Coordenador do Projeto Proteger da Universidade Federal do Rio Grande do Sul (UFGRS), que atende vítimas de abuso sexual, o professor Renato Zamora Flores explica que, após serem estupradas, as vítimas ficam mais expostas para novos abusos.

Responsáveis pelos abrigos podem responder por omissão

O que diz a Fundação de Proteção Especial (FPE) do governo do Estado, por meio da Lei de Acesso à Informação:

"(Quando há denúncias, a FPE) instaura o devido processo administrativo, tomando como medida imediata o afastamento do servidor envolvido.”

Uma investigação iniciada em novembro de 2014 foi levada à Justiça pelo MP, por envolver suspeita de omissão da diretora da casa. A vítima, de 16 anos, disse aos promotores que começou a ser assediada por um educador casado, que costumava lhe dar tapas no bumbum “em tom de brincadeira” e dizer que ela era “mais gostosa” que sua mulher. Além disso, a adolescente disse ter tido relação sexual com o educador.
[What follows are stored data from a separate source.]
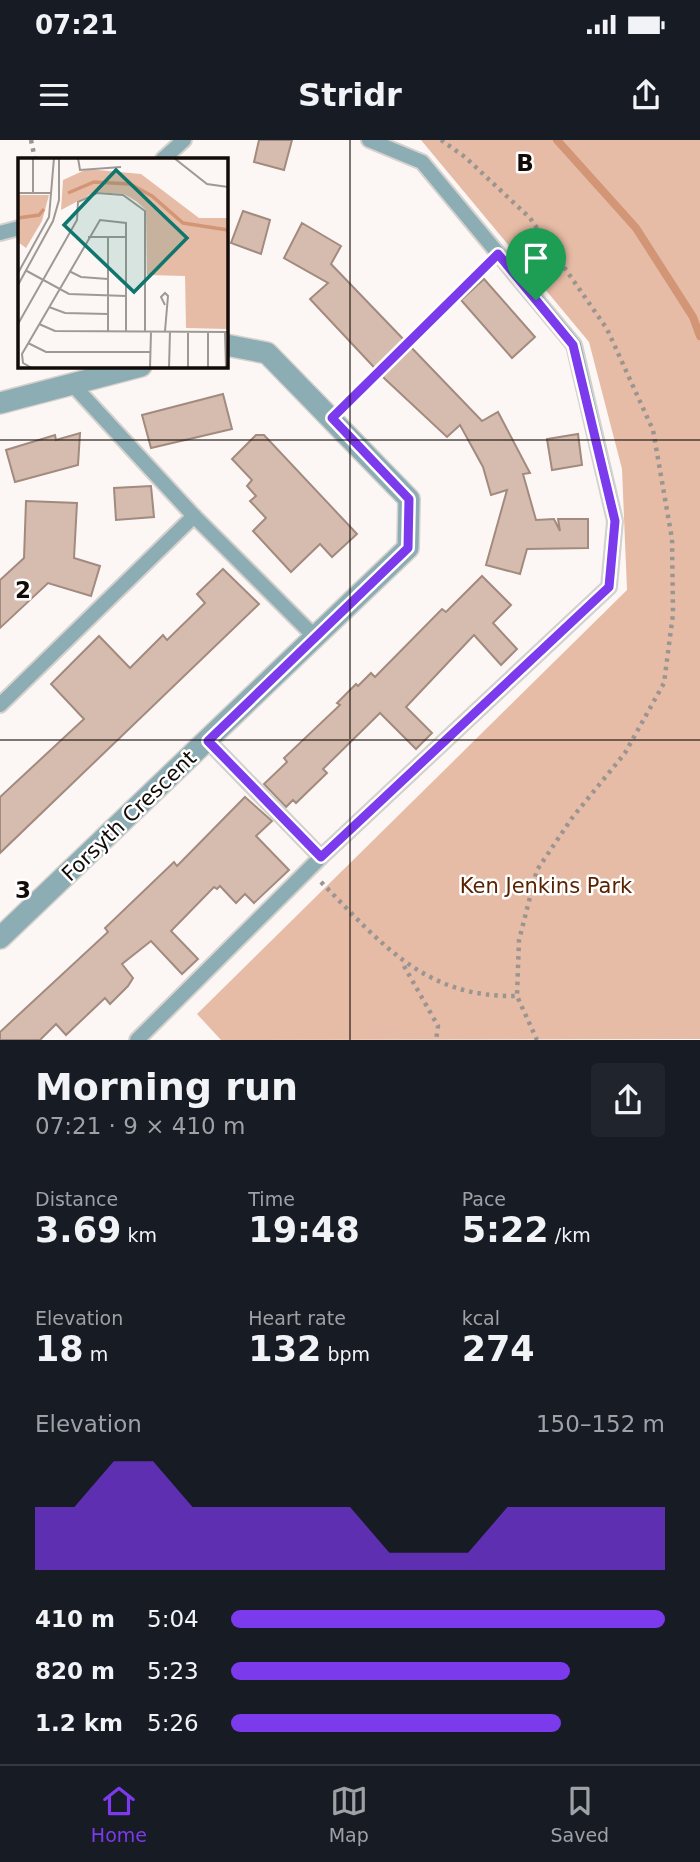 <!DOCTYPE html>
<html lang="en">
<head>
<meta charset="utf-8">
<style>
  body { margin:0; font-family:"DejaVu Sans",sans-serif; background:#20242c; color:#f1f3f6; height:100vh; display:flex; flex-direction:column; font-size:26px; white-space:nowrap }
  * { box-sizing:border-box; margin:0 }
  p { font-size:23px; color:#9ea1a6 }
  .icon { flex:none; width:38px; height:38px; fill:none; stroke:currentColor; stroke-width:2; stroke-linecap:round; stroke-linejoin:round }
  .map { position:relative; height:900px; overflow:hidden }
  .panel { display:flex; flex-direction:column; background:#171b24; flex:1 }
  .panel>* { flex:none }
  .pin { position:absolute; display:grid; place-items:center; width:60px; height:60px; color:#fff; margin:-72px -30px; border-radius:50% 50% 50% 0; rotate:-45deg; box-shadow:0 0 7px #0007 }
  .pin .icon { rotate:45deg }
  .round { display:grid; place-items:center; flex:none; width:74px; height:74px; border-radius:7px; background:#20242c }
  .head { display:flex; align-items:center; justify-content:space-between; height:119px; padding:0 35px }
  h1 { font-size:38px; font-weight:600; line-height:52px }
  .stats { display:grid; grid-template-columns:repeat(3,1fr); gap:10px; height:119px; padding:7px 35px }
  .stats div { display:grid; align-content:center }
  .stats b { font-size:35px; font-weight:600 }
  .stats small { font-size:19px; font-weight:400 }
  .stats p { font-size:19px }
  .chart { height:196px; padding:14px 35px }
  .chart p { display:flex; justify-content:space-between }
  .chart svg { width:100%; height:126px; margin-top:7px; fill:#7c3aed; opacity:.7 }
  ul { padding:0 35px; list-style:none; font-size:23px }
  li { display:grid; grid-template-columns:112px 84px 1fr; align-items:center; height:52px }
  li i { height:18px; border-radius:9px; background:#7c3aed }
  .status { display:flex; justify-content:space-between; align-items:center; height:49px; padding:0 35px; background:#171b24; direction:ltr }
  .status svg { height:19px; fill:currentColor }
  header { display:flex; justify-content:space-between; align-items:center; height:91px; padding:0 35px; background:#171b24; font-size:32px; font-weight:600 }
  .tabs { display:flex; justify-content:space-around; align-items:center; height:98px; border-top:2px solid #363941; background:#171b24; font-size:19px; color:#9ea1a6 }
  .tabs a { display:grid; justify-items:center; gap:4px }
  .tabs .on { color:#7c3aed }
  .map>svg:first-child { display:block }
  .park { fill:#e7bca6 }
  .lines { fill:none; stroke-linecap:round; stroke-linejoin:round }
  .stream { stroke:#d29676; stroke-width:8 }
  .building { fill:#d5bcaf; stroke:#a28a7e; stroke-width:2 }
  .lane-casing { stroke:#d7d1ce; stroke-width:18 }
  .street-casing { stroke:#d7d1ce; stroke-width:24 }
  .path { stroke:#9b9592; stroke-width:4.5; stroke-dasharray:3.5 5; stroke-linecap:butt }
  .lane { stroke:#8badb3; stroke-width:14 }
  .street { stroke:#8badb3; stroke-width:21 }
  .route-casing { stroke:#fff; stroke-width:14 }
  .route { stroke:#7c3aed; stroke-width:9 }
  .grid { fill:none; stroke:#130b07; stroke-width:2; stroke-opacity:0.55 }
  .labels { text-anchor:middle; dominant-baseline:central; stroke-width:5; stroke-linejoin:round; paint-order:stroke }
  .street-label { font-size:21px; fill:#130b07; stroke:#fff }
  .park-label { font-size:21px; fill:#592200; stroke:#fff }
  .inset-river { fill:none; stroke:#d29676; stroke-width:3.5 }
  .inset-road { fill:none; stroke:#9f9995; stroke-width:2 }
  .view { fill:#0f766e; fill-opacity:0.15; stroke:#0f766e; stroke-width:3.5 }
  .inset-edge { fill:none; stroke:#130b07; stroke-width:3.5 }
  .grid-label { font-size:23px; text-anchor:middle; font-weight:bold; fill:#130b07; stroke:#fff; stroke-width:5; stroke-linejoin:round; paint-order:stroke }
</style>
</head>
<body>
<div class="status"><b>07:21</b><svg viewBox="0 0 49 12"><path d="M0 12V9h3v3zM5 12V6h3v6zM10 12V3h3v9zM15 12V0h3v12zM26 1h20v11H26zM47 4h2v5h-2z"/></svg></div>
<header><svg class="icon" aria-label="menu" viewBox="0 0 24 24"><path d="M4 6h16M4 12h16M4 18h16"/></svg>Stridr<svg class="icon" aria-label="share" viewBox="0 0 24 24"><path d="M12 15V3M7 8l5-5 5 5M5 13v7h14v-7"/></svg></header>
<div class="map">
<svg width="700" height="900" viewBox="0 0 700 900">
  <rect width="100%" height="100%" fill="#fcf7f4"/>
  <polygon class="park" points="421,0 700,0 700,899 221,900 197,874 627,450 622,329 589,202"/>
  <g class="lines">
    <polyline class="stream" points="557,0 636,88 693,177 700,196"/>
  </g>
  <g class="building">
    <polygon points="259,0 292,0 284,30 254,22"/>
    <polygon points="243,71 270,80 261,114 231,103"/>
    <polygon points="302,83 341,106 331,124 482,281 498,272 530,333 523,334 536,380 554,379 560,391 558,379 588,379 588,408 527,409 520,434 486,425 507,350 491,355 483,327 460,285 447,297 385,239 310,159 328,143 284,118"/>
    <polygon points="484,139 535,197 512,218 461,160"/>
    <polygon points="223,254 232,289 151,308 142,275"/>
    <polygon points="80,293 78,325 15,342 6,310 55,295 56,300"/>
    <polygon points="578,294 582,325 552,330 547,299"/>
    <polygon points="256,295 264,295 357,394 332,417 320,404 291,432 253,391 266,378 250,361 256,356 247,346 252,340 232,319"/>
    <polygon points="151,346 154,377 116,380 114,348"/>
    <polygon points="26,361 77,363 74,418 100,426 91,456 48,443 0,488 0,440 24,418"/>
    <polygon points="223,429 259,464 0,713 0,657 84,579 51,544 99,496 130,528 163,495 167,500 205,463 197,454"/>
    <polygon points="482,436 511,465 493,483 517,509 501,525 474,495 406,567 432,593 416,609 380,573 323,629 327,633 296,663 293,660 286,667 264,644 287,622 284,618 340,565 337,563 356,544 358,546 371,533 375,537 442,469 446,472"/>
    <polygon points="245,657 272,681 256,696 289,730 254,763 245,754 236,763 220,746 217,749 214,747 171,791 198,819 182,834 151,801 122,824 133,838 128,846 110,864 105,858 66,895 56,884 40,900 0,900 0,892 108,792 105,788 174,722 177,726"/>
  </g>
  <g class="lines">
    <defs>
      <g id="lane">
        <polyline points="163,19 184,0"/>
        <polyline points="0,93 19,88"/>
        <polyline points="73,245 194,376 315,497"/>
        <polyline points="0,565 194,376"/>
        <polyline points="208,601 321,717"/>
        <polyline points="137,900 321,717 609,447 615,381 574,205 422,22 369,0"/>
      </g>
      <g id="street">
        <polyline points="0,263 141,226"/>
        <polyline points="0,798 408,408 409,359 267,213 226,205"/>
      </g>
    </defs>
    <use href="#lane" class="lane-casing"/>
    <use href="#street" class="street-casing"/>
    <g class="path">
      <polyline points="31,0 35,19"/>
      <polyline points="441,0 465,17 530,78 607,189 653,290 672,399 673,474 664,543 625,613 572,678 537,730 519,800 517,856 537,900"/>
      <polyline points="348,263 486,126"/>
      <path d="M321,742C381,803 424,858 517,856"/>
      <polyline points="404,826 438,886 436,900"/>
    </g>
    <use href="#lane" class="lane"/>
    <use href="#street" class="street"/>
  </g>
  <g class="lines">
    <defs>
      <polygon id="route" points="498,114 573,205 615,381 609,447 321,717 208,601 408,408 409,359 332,278"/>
    </defs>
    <use href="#route" class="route-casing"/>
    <use href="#route" class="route"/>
  </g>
  <path class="grid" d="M350,0V900M0,300H700M0,600H700"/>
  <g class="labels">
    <g class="street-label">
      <text transform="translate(129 676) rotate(-44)">Forsyth Crescent</text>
    </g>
    <g class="park-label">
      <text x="546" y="746">Ken Jenkins Park</text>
    </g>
  </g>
  <g transform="translate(18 18)">
    <rect width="210" height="210" fill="#fcf7f4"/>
    <path d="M69,11L123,16L181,60H210V171L168,170L167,118L129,117L128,52L118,43L106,36L77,34L43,52L45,22ZM0,37H31L24,63L8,90L0,84Z" fill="#e7bca6"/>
    <path class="inset-river" d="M50,35L76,24L112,26L134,38L165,65L210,72M0,60L21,57L26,51"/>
    <path class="inset-road" d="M15,0V35M60,0L62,12L103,9M156,0L189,26L210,29M0,35H34M70,79H108M90,80V174M7,112L51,136L108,138M51,113L63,119L90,121M0,115L31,59L36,0M0,127L35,63L41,42V0M147,147L143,139L147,135L150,138L147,173M31,149L47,155L90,156M0,166L59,62L60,44L79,35L105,37L127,53V174M21,166L37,173L210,174M170,174V210M190,174V210M207,174L208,210M10,185L28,194H133M14,210L5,205L4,196L82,62L108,65V174M132,210L133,174M151,210L152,173"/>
    <path class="view" d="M98,12L169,80L116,134L46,67Z"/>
    <rect width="210" height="210" class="inset-edge"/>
  </g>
  <g class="grid-label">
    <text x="525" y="31">B</text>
    <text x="23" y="458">2</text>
    <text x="23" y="758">3</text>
  </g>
</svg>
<div class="pin" style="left:536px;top:160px;background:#1e9e55"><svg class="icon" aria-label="arrive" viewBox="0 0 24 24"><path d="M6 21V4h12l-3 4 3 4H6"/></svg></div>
</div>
<section class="panel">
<div class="head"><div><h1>Morning run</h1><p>07:21 · 9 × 410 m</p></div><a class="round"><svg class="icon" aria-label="share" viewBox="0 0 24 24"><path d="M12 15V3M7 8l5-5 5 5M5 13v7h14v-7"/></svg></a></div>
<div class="stats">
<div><p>Distance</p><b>3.69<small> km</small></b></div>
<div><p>Time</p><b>19:48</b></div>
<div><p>Pace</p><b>5:22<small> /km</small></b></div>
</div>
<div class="stats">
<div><p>Elevation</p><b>18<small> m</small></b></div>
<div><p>Heart rate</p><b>132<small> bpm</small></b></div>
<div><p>kcal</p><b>274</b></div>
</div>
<div class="chart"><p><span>Elevation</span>150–152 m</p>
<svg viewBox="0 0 160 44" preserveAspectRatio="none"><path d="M0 44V22L10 22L20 6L30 6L40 22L50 22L60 22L70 22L80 22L90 38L100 38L110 38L120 22L130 22L140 22L150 22L160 22V44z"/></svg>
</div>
<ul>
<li><b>410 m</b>5:04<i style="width:100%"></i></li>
<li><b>820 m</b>5:23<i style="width:78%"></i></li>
<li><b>1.2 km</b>5:26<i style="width:76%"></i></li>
</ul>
</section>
<nav class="tabs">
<a class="on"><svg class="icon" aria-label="home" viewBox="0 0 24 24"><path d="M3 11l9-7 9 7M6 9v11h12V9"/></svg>Home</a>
<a><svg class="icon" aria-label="map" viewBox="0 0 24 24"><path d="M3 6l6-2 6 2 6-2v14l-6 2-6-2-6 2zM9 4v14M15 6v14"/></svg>Map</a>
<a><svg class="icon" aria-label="saved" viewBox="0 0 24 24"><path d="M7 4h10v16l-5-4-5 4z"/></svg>Saved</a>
</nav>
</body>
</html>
A narrativa motivou o MP a mover uma ação judicial pedindo o afastamento do profissional e da diretora da casa, determinado pela Justiça em abril. O educador é investigado pela Polícia Civil e pode responder por estupro. Além disso, abusador, diretores das casas e mantenedoras estão sujeitos a pagar indenização por danos morais às vítimas. Em casos de omissão, diretores podem ser demitidos e responder criminalmente.

Nos outros cinco processos que apuram suposto abuso sexual, o crime teria sido cometido por outro acolhido. Em um dos casos, um adolescente de 15 anos, explorado sexualmente na rua, é suspeito de abusar de seis abrigados. Ele já respondeu a dois processos por estupro, e foi condenado em um deles.

Se confirmadas, as denúncias demonstram a ineficiência do poder público na vigilância das crianças e adolescentes que abriga. Conforme as orientações técnicas do Ministério do Desenvolvimento Social e Combate à Fome (MDS), é preciso que os abrigos tenham "uma equipe noturna acordada e atenta à movimentação". O problema é que, em alguns processos, há relatos de que funcionários noturnos estariam dormindo no momento em que os abusos teriam acontecido. Por isso, segundo o MP, diretores e mantenedoras das casas estão sujeitos a demissão e indenização às vítimas.

 

* Os nomes das crianças e adolescentes foram trocados na reportagem, em respeito ao Estatuto da Criança e do Adolescente (ECA). Nomes de mantenedores, abrigos e funcionários foram omitidos a pedido do MP, para não atrapalhar as investigações.

O que diz Marcelo Soares, presidente da Fundação de Assistência Social e Cidadania (Fasc) da prefeitura de Porto Alegre:

"Em qualquer tipo de denúncia, solicitamos o afastamento do funcionário para que possamos verificar o que aconteceu e apuramos o fato em um sindicância, mesmo que envolva funcionários das entidades de assistência social. Muitos foram demitidos.”